**RECORDS**
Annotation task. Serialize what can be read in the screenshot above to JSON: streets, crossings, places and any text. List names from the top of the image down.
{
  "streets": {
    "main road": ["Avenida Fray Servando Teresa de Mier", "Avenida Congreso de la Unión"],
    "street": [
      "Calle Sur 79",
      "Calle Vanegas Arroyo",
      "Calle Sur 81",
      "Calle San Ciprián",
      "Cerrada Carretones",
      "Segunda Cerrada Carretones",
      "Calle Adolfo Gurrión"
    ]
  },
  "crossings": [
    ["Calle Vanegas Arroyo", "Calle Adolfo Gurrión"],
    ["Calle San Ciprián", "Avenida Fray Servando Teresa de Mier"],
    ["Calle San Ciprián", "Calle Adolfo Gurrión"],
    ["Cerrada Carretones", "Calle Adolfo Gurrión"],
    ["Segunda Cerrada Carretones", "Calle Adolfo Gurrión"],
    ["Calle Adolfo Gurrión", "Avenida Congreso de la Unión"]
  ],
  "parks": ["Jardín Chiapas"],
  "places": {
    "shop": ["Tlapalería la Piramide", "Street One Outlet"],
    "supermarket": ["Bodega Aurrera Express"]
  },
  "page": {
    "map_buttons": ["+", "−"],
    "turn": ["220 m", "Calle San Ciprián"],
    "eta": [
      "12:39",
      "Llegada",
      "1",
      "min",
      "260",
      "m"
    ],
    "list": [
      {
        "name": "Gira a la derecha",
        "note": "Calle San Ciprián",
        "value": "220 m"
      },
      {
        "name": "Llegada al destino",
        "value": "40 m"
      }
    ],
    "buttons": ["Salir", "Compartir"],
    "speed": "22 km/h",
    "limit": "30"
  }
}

**WHAT TO PRODUCE**
All lines in the records with the string "Mier" should be copied out.

**SOLUTION TO THE PROBLEM**
    "main road": ["Avenida Fray Servando Teresa de Mier", "Avenida Congreso de la Unión"],
    ["Calle San Ciprián", "Avenida Fray Servando Teresa de Mier"],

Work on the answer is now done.